I’ve known this Malaysian author since 2012, but this is the first time I’m actually getting to read his stories [The Painted Cat], now that he and his band of friends have gotten together to transcreate them from Malay to English.
And damn, these are a strange bunch of
tales,
spanning his career from 1992 to 2020. Some are straight-up social realist
works, like “Nayagi: The Mistress of Destiny”, about a Tamil girl [correction: Malayalee
girl] in the 1950s discovering she’s about to be married off to a man she doesn’t
love; while others are anarchic experimental/magical realist takes, like the
titular story, originally titled just “Cat” (which means “paint” in Malay),
about manically sexist parents who burn down the house and quote feminist
theorists, and a nine-lived polyglot cat who qualifies for a place in the
senior civil service.
Plus plenty in between. There’s really no telling
how a story will end, e.g. “A Tale of Paurnami/Cerita Paurnami”, which is
mostly a description of a full-moon festival which suddenly concludes with a
miracle, or “An Epic Ride/Perang Dalam Minda”, which appears to be a moralistic
retelling of the Mahabharata/Bhagavad Gita transposed onto a
rideshare—until it unexpectedly ends with the destination of a psychiatric
clinic.

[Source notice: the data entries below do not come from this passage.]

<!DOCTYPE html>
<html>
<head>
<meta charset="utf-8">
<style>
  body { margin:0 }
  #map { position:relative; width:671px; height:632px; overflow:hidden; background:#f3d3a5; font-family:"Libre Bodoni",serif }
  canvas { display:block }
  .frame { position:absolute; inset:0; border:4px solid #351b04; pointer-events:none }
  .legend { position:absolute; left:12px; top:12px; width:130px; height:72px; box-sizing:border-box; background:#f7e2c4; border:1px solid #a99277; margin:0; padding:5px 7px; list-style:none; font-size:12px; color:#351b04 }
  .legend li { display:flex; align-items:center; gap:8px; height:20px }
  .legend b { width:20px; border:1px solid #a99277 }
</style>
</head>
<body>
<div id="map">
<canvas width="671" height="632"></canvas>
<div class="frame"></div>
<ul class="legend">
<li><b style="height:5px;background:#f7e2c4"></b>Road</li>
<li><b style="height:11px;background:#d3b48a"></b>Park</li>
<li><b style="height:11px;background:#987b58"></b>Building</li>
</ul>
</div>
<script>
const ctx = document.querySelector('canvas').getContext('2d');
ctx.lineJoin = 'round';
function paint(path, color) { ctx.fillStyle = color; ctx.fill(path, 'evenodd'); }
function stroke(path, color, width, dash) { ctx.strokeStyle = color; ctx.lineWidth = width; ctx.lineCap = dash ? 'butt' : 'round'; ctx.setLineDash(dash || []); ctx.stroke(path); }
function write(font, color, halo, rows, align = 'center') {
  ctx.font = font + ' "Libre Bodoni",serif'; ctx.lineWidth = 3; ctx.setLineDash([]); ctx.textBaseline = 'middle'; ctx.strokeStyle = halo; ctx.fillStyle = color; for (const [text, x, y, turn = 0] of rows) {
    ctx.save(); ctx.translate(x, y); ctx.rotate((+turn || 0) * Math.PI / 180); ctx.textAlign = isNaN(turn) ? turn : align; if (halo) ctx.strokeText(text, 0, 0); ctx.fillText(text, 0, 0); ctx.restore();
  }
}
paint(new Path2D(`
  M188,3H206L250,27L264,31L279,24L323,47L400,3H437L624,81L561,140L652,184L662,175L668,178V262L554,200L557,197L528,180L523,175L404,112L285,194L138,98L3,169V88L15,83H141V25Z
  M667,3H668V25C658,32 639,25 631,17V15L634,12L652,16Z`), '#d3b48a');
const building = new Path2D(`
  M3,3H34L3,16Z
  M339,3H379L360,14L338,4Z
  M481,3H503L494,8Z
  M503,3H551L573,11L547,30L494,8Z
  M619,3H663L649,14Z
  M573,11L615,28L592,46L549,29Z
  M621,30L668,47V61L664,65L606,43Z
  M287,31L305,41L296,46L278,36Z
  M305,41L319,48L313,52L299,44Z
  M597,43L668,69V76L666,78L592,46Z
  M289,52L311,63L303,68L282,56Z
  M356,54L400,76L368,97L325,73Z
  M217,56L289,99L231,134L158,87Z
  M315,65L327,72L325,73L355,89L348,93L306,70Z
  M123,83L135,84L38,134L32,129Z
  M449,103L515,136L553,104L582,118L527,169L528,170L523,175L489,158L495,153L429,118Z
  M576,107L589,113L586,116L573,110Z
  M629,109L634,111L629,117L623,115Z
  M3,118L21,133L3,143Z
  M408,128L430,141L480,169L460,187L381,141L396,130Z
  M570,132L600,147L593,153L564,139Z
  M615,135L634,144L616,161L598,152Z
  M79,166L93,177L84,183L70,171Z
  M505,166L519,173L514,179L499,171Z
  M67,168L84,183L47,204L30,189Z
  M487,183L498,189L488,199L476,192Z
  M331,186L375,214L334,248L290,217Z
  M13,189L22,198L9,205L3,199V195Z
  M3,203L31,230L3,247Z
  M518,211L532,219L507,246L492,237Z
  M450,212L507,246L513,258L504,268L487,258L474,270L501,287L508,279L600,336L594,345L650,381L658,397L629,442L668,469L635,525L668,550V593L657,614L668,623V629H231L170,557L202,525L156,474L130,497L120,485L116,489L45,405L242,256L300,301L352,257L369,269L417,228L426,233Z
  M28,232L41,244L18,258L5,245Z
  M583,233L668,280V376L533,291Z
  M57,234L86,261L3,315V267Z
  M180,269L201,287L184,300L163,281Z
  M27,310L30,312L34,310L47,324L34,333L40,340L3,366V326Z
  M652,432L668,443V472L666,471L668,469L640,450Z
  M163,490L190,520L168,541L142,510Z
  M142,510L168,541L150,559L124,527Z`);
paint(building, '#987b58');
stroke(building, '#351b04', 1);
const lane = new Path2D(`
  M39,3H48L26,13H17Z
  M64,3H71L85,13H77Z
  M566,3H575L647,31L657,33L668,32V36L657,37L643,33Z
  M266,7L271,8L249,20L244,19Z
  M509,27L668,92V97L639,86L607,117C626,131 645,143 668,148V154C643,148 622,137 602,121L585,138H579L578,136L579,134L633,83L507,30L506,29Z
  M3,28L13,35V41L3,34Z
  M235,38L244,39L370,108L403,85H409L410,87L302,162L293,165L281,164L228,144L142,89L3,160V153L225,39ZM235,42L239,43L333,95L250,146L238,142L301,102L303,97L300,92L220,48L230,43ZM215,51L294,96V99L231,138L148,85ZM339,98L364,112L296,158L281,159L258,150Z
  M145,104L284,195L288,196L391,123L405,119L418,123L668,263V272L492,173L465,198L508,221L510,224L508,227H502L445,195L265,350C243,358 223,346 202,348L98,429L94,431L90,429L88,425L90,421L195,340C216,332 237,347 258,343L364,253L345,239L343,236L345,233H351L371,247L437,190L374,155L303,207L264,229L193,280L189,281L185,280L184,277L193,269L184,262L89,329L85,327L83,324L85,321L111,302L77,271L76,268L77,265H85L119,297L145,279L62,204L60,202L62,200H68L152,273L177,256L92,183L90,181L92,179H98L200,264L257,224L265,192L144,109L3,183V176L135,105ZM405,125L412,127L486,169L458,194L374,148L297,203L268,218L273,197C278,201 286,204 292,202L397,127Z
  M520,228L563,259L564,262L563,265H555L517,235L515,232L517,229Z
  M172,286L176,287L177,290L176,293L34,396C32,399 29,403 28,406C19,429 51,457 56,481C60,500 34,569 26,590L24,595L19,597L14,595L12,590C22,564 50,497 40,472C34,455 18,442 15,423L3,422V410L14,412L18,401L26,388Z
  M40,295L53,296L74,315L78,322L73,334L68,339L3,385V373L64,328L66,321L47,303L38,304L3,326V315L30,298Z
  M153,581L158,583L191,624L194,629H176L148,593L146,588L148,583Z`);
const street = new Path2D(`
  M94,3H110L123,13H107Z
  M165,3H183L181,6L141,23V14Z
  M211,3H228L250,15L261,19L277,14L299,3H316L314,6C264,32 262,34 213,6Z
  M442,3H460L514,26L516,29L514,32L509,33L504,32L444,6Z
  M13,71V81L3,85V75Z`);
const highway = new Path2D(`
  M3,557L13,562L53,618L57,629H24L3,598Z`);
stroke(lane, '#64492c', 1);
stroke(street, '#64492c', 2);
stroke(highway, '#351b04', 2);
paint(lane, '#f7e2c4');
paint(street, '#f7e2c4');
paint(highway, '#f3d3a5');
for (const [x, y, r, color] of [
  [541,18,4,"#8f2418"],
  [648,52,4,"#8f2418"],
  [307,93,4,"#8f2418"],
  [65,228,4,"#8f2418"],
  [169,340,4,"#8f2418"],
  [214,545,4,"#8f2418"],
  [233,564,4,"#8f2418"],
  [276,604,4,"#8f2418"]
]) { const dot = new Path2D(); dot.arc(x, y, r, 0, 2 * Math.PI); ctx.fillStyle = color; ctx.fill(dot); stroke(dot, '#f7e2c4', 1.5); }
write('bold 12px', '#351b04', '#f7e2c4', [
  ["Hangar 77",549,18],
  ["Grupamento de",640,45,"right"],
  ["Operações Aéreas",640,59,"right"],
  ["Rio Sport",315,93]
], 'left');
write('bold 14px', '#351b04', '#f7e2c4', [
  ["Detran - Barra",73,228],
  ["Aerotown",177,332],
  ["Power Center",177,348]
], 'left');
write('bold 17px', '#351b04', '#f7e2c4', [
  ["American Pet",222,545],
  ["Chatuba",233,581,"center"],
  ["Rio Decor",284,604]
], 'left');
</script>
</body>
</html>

Uthaya’s definitely got a thing for both the
transcendent and bathos.
My fave’s probably “Strange Things/Yang Aneh-Aneh”, about a corporate fixer who
happens to have detachable limbs.
Mind you, this book does tend towards the
sentimental and directly critical a little too much, and the presentation—loads
of unnecessary literalist illustrations, endnotes explaining Tamil/Sanskrit terms,
pages of earnest praise quotes—gives the collection an air of amateurishness
that honestly doesn’t charm me.
Still, this is a fascinating entry point
into the world of multiethnic Malay-language literature, in which ethnic
minorities both celebrate and challenge their culture, just as folks do in
English.
That’s kinda what Singapore lost out on with our language policy—our mother
tongue literatures of Mandarin, Malay and Tamil end up in ethnic silos rather
than emerging as cosmopolitan conversations.
(Ng Yi-Sheng
is a Singaporean writer, researcher, and LGBT+ activist. This review of five
short prose collections was published in Singapore Unbound on 26 July 2024.)